JAKARTA (TheInsiderStories) – The International Monetary Fund (IMF) reduced its Japan’s growth forecast for the third time this year to 0.8 percent from 0.9 percent, with the economy set to decelerate to 0.5 percent next year, while urged the Bank of Japan (BOJ) to consider steps to ease the strains such as targeting a shorter maturity for its long-term bond yield target.

Speaking at the conclusion of the fund’s annual mission to review the economy on Monday (11/25), IMF Managing Director Kristalina Georgieva called for continued spending to prop up growth and prices as the resilience of Japan’s domestic demand is tested by the synchronized global slowdown.

“Japan’s resilience will be tested. We project that growth will remain in line with Japan’s estimated potential growth rate of about 0.5 percent. Headline consumer price inflation is projected to continue its slow upward trend towards—but still below— the BOJ’s 2 percent target,” she said.

The fund also made several recommendations to make the BOJ policy more sustainable, including the targeting of shorter-term bonds, while reiterating its call for more ambitious structural reforms to boost growth.
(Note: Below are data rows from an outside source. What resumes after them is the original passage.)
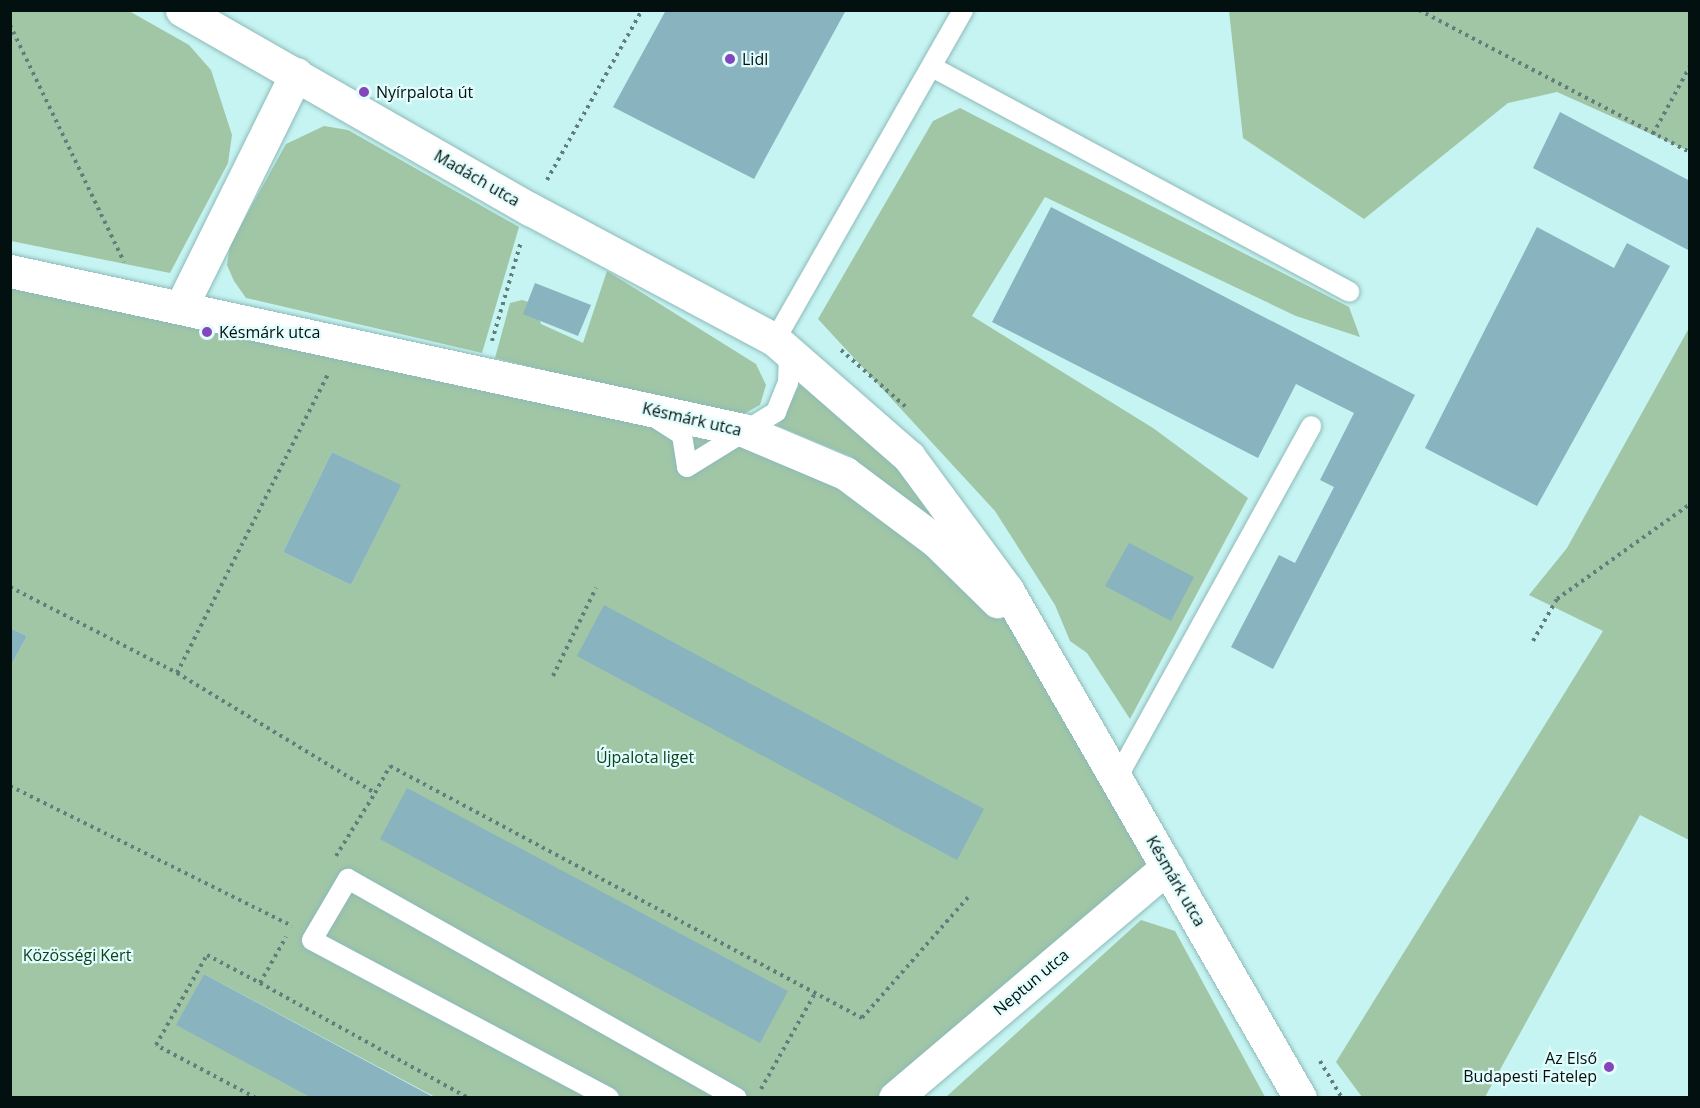 <!DOCTYPE html>
<html>
<head>
<meta charset="utf-8">
<style>
	body { margin:0 }
	#map { position:relative; width:1700px; height:1108px; overflow:hidden; background:#c6f4f2; font-family:"Open Sans",sans-serif }
	div>[style] { position:absolute }
	[style*='--x'] { left:calc(var(--x)*1px); top:calc(var(--y)*1px); width:calc(var(--w)*1px); rotate:calc(var(--a)*1deg) }
	.green>* { inset:0; background:#a0c6a6 }
	.building>* { inset:0; background:#89b3be }
	.path>* { height:4px; margin-top:-2px; transform-origin:0; background:repeating-linear-gradient(90deg,#617e7d 0 3px,transparent 0 7.5px) }
	.roads { filter:drop-shadow(0 0 2px #8dbab8) drop-shadow(0 0 2px #8dbab8) }
	.service>* { height:20px; margin:-10px; padding:0 10px; transform-origin:10px; border-radius:10px; background:#fff }
	.minor>* { height:33px; margin:-16.5px; padding:0 16.5px; transform-origin:16.5px; border-radius:16.5px; background:#fff }
	.tertiary>* { height:33px; margin:-16.5px; padding:0 16.5px; transform-origin:16.5px; border-radius:16.5px; background:#fff }
	.dots>* { width:16px; height:16px; translate:-50% -50%; box-sizing:border-box; border:3px solid #e2fdfc; border-radius:50% }
	span { translate:-50% -50%; white-space:nowrap; text-align:center; line-height:1.15; -webkit-text-stroke:4.5px #e2fdfc; paint-order:stroke }
	.poi-label { font-size:16px; color:#021010 }
	.left { translate:0 -50%; text-align:left }
	.right { translate:-100% -50%; text-align:right }
	.street-label { font-size:16px; color:#021010 }
	.park-label { font-size:16px; color:#0d421e }
	.frame { position:absolute; inset:0; border:12px solid #021010; pointer-events:none }
</style>
</head>
<body>
<div id="map">
	<div class="green">
		<i style="clip-path:polygon(10px 11px,129px 11px,189px 45px,211px 70px,232px 135px,228px 163px,170px 273px,11px 241px)"></i>
		<i style="clip-path:polygon(1229px 11px,1689px 11px,1689px 151px,1557px 92px,1508px 103px,1364px 219px,1243px 138px)"></i>
		<i style="clip-path:polygon(960px 108px,1349px 307px,1360px 337px,1296px 316px,1045px 197px,972px 316px,1153px 428px,1248px 498px,1130px 719px,1087px 653px,1070px 641px,1055px 605px,995px 511px,818px 319px,933px 121px)"></i>
		<i style="clip-path:polygon(324px 126px,348px 130px,519px 227px,482px 353px,246px 298px,234px 281px,227px 265px,230px 245px,286px 144px)"></i>
		<i style="clip-path:polygon(evenodd,11px 271px,354px 344px,845px 473px,991px 594px,1167px 867px,895px 1097px,435px 1097px,204px 974px,177px 1025px,312px 1097px,11px 1098px,10px 667px,27px 636px,10px 628px,11px 271px,332px 452px,400px 485px,351px 585px,283px 552px,332px 452px)"></i>
		<i style="clip-path:polygon(607px 271px,756px 364px,766px 385px,760px 405px,736px 418px,495px 358px,510px 303px,522px 300px,535px 304px,541px 324px,583px 343px)"></i>
		<i style="clip-path:polygon(1689px 328px,1689px 840px,1640px 815px,1485px 1097px,1362px 1097px,1336px 1062px,1603px 631px,1529px 595px,1567px 548px)"></i>
		<i style="clip-path:polygon(800px 384px,822px 397px,908px 478px,933px 513px,929px 517px,850px 456px,778px 426px)"></i>
		<i style="clip-path:polygon(1141px 920px,1175px 931px,1265px 1097px,946px 1097px)"></i>
	</div>
	<div class="building">
		<i style="clip-path:polygon(666px 10px,846px 10px,754px 179px,613px 107px)"></i>
		<i style="clip-path:polygon(1560px 112px,1690px 181px,1690px 251px,1533px 168px)"></i>
		<i style="clip-path:polygon(1051px 207px,1415px 395px,1273px 669px,1231px 647px,1279px 555px,1295px 563px,1334px 487px,1320px 480px,1354px 413px,1296px 384px,1258px 458px,992px 322px)"></i>
		<i style="clip-path:polygon(1537px 227px,1614px 268px,1627px 243px,1670px 266px,1537px 506px,1425px 448px)"></i>
		<i style="clip-path:polygon(535px 283px,591px 305px,578px 336px,523px 314px)"></i>
		<i style="clip-path:polygon(332px 452px,401px 485px,351px 585px,283px 552px)"></i>
		<i style="clip-path:polygon(1129px 543px,1194px 577px,1171px 621px,1105px 586px)"></i>
		<i style="clip-path:polygon(604px 605px,984px 809px,957px 860px,577px 656px)"></i>
		<i style="clip-path:polygon(10px 628px,27px 636px,10px 667px)"></i>
		<i style="clip-path:polygon(407px 788px,788px 991px,760px 1043px,380px 839px)"></i>
		<i style="clip-path:polygon(204px 974px,299px 1025px,435px 1098px,312px 1098px,176px 1025px)"></i>
	</div>
	<div class="path">
		<i style="--x:1419;--y:10;--w:306;--a:27.7"></i>
		<i style="--x:10;--y:25;--w:263;--a:64.3"></i>
		<i style="--x:1653;--y:134;--w:77;--a:-61.4"></i>
		<i style="--x:547;--y:180;--w:195;--a:-60.8"></i>
		<i style="--x:492;--y:341;--w:103;--a:-73.7"></i>
		<i style="--x:841;--y:350;--w:88;--a:41.3"></i>
		<i style="--x:10;--y:587;--w:188;--a:27.2"></i>
		<i style="--x:177;--y:673;--w:232;--a:31.2"></i>
		<i style="--x:375;--y:793;--w:31;--a:-61"></i>
		<i style="--x:390;--y:766;--w:535;--a:28.1"></i>
		<i style="--x:862;--y:1018;--w:164;--a:-48.7"></i>
		<i style="--x:1533;--y:641;--w:48;--a:-60.3"></i>
		<i style="--x:1557;--y:599;--w:163;--a:-35.5"></i>
		<i style="--x:177;--y:673;--w:335;--a:-63.2"></i>
		<i style="--x:553;--y:676;--w:98;--a:-64"></i>
		<i style="--x:10;--y:786;--w:315;--a:26.4"></i>
		<i style="--x:336;--y:856;--w:74;--a:-58.2"></i>
		<i style="--x:260;--y:983;--w:238;--a:28.9"></i>
		<i style="--x:1320;--y:1061;--w:43;--a:59.3"></i>
		<i style="--x:761;--y:1089;--w:110;--a:-60.6"></i>
		<i style="--x:256;--y:1098;--w:113;--a:-152.1"></i>
		<i style="--x:156;--y:1045;--w:103;--a:-60.5"></i>
		<i style="--x:207;--y:955;--w:60;--a:27.8"></i>
		<i style="--x:260;--y:983;--w:53;--a:-60.5"></i>
	</div>
	<div class="roads">
		<div class="service">
			<i style="--x:932;--y:67;--w:474;--a:28.3"></i>
			<i style="--x:775;--y:340;--w:380;--a:-60.3"></i>
			<i style="--x:659;--y:420;--w:27;--a:33"></i>
			<i style="--x:682;--y:435;--w:32;--a:81"></i>
			<i style="--x:687;--y:467;--w:105;--a:-31.7"></i>
			<i style="--x:776;--y:412;--w:31;--a:-68"></i>
			<i style="--x:788;--y:383;--w:31;--a:-88"></i>
			<i style="--x:1117;--y:778;--w:402;--a:-61.1"></i>
			<i style="--x:609;--y:1098;--w:336;--a:-152"></i>
			<i style="--x:312;--y:940;--w:71;--a:-59.5"></i>
			<i style="--x:348;--y:879;--w:446;--a:29.4"></i>
		</div>
		<div class="minor">
			<i style="--x:895;--y:1098;--w:357;--a:-40.3"></i>
		</div>
		<div class="tertiary">
			<i style="--x:182;--y:10;--w:401;--a:29.8"></i>
			<i style="--x:530;--y:209;--w:278;--a:28.1"></i>
			<i style="--x:775;--y:340;--w:178;--a:41.1"></i>
			<i style="--x:909;--y:457;--w:165;--a:53.6"></i>
			<i style="--x:1007;--y:590;--w:586;--a:60.02"></i>
			<i style="--x:10;--y:271;--w:750;--a:12.24"></i>
			<i style="--x:743;--y:430;--w:111;--a:22.9"></i>
			<i style="--x:845;--y:473;--w:114;--a:36.8"></i>
			<i style="--x:936;--y:541;--w:86;--a:44.5"></i>
			<i style="--x:181;--y:307;--w:260;--a:-63.7"></i>
		</div>
	</div>
	<div class="dots">
		<i style="left:730px;top:59px;background:#8346bc"></i>
		<i style="left:364px;top:92px;background:#8346bc"></i>
		<i style="left:207px;top:332px;background:#8346bc"></i>
		<i style="left:1609px;top:1067px;background:#8346bc"></i>
	</div>
	<div class="poi-label">
		<span class="left" style="left:742px;top:59px">Lidl</span>
		<span class="left" style="left:376px;top:92px">Nyírpalota út</span>
		<span class="left" style="left:219px;top:332px">Késmárk utca</span>
		<span class="right" style="left:1597px;top:1067px">Az Első<br>Budapesti Fatelep</span>
	</div>
	<div class="street-label">
		<span style="left:477px;top:178px;rotate:30deg">Madách utca</span>
		<span style="left:692px;top:419px;rotate:13deg">Késmárk utca</span>
		<span style="left:1176px;top:881px;rotate:60deg">Késmárk utca</span>
		<span style="left:1031px;top:982px;rotate:-40deg">Neptun utca</span>
	</div>
	<div class="park-label">
		<span style="left:645px;top:757px">Újpalota liget</span>
		<span style="left:77px;top:955px">Közösségi Kert</span>
	</div>
	<div class="frame"></div>
</div>
</body>
</html>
“Fiscal policy should be supportive to protect near-term growth and promote inflation momentum,” Georgieva said while reminding policymakers in Japan that eventually, they would still need to rein in the country’s towering public debt.

The fund said Japan should not tighten its spending stance for now, suggesting that measures aimed at supporting growth through a sales tax hike should be extended. Those measures, including rebates for cashless payments and tax breaks on housing and car purchases, had already helped smooth out demand, Georgieva said.

Public money could also be used to raise pay for workers in the health care sector, offer incentives for firms to raise wages, and widen the availability of childcare facilities, the fund added.

The IMF also urged the BOJ to consider steps to ease the strains caused by its ultra-loose policy on financial institutions, such as targeting a shorter maturity for its long-term bond yield target.

Fiscal policy can complement the BOJ’s efforts to protect the economy from overseas risks, it said, suggesting that Japan should not shy away from ramping up fiscal spending in the near-term despite its huge public debt.

The central bank could reduce the side effects of its prolonged easing on financial institutions by shifting its 0 percent yield target on 10-year Japanese government bonds to a shorter maturity and by cutting back it’s buying of longer-term JGBs. Such actions should steepen the JGB yield curve, which would help financial institutions’ profitability.

The BOJ could also consider adopting an inflation target range to give it more flexibility on policy while making its decisions more closely linked to forecasting by its staff, rather than the views of board members.

Georgieva said that while the 2 percent inflation goal hadn’t been achieved, the direction of inflation had been established. The most important thing is deflation is now a story of the past, she said.

Looking at the longer term, Japan’s aging society will put more pressure on the country’s already strained finances. While a shrinking labor force in a growing economy would put upward pressure on wages, making the BOJ’s inflation target achievable, the country still needs to address its debt pile, she said.

“Over the next 40 years, worsening demographics will slow Japan’s real GDP. Our analysis indicates that an ambitious and coordinated reform program can significantly mitigate this risk and, offset up to 15 percent of the real GDP slowdown, she concluded.